I am simulating survival data to mimic an already existing dataset. The details of the original dataset are as follows - 

1. 2 treatment groups

2. Patient follow up until at least 5 years. 

3. Event rate at 5 years is around 50% for both groups at the end of 5 years.

4. An additional 10% (trt 1) and 25% (trt 2) patients dropped out of the study before the full 5Y follow-up.

 

I am using the Weibull Shape (1.0147) and Weibull Scale (6.4465) parameters from the SAS output of proc lifereg procedure run separately by group to simulate the data. The survival time (in years) is capped at 5y before running the procedure.

 

The proc lifereg code is as follows:

 

proc lifereg data=surv;
where group=1;
model surv_time_years*event(0) = / dist=Weibull;
run;

 

I am using the following line of code: Time=rand('Weibull', 1.0147, 6.4465) to simulate data (with same number of patients) for trt 1. 

 

Although the overall mean time of simulated (3.46) vs. original data (3.45) for trt 1 is almost the same, issue is that the simulation is overestimating the number of patients completing 5 years.
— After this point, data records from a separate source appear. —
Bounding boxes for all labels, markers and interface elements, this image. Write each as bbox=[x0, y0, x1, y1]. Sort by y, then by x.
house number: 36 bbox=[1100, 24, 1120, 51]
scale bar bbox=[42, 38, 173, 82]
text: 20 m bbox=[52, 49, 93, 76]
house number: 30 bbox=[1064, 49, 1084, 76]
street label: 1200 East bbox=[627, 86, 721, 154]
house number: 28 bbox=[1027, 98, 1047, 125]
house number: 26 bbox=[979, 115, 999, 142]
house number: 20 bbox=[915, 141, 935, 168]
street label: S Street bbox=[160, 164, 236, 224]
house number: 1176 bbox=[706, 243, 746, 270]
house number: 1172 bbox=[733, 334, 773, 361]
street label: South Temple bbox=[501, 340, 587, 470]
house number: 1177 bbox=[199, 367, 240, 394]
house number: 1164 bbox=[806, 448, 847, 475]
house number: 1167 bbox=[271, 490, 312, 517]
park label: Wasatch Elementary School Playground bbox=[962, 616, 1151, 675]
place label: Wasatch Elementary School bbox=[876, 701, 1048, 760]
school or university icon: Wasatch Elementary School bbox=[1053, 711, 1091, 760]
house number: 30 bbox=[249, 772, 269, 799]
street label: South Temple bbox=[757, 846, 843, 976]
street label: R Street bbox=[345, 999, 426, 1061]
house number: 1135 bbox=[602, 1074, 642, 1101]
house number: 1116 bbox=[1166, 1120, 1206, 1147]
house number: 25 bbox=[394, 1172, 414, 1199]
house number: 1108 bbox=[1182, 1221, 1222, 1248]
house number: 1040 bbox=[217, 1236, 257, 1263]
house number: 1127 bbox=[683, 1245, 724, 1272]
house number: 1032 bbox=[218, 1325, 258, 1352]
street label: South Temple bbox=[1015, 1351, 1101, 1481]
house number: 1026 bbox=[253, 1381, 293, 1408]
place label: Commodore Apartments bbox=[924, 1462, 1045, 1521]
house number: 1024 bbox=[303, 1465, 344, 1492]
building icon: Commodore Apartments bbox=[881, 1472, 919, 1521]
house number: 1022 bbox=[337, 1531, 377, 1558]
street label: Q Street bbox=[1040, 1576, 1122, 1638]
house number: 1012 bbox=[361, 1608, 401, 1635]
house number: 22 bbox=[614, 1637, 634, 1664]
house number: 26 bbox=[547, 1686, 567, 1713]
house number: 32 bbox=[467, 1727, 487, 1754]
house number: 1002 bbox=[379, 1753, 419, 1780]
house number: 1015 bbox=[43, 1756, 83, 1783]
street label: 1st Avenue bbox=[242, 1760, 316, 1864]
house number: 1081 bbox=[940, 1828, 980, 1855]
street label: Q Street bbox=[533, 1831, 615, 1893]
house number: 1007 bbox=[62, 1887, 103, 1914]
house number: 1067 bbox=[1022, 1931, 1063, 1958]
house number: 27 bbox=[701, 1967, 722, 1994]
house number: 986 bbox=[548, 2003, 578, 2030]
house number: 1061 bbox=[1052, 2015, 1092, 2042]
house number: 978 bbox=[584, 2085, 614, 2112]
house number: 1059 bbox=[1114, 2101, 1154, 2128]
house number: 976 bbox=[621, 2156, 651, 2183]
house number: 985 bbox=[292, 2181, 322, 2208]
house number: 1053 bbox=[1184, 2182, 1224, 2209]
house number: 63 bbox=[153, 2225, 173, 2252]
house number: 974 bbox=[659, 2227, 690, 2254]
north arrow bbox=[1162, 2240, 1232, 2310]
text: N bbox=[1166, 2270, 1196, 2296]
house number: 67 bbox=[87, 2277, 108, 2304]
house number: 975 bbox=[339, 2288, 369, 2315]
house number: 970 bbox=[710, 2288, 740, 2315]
Around 10% more patients in the simulated dataset have time >= 5y, with some really extreme values not seen in the original dataset. As a consequence, the number of patients completing 1,2,3,4,5 years in both simulated vs. original data is completely different.

 

I followed other posts on the forum and tried removing the censoring variable 'event(0)' from the model statement when estimating Weibull parameters as suggested in one post, but with no luck. Also, I am in possession of Rick Wicklin's 'Simulating Data with SAS' text and have gone through the relevant sections on simulating survival data.

 

I tried using other distributions (comparing model fit using AIC/BIC from proc lifereg) to simulate the data resulting in similar or even worse results.

 

I understand this is a simulation and some amount of variation is expected, but, I feel I am missing something here.

 

Any help is appreciated. 

1 ACCEPTED SOLUTION

Accepted Solutions
FreelanceReinh
Jade | Level 19

Hello @kc,

 

How did you implement item 4 -- the drop-outs -- in your simulation? In the PharmaSUG 2004 paper Statistical Simulations for Sample Size Calculation with PROC IML the author considers the distributions of three times:

  • from study start to enrollment
  • from enrollment to the event of interest
  • from enrollment to drop-out.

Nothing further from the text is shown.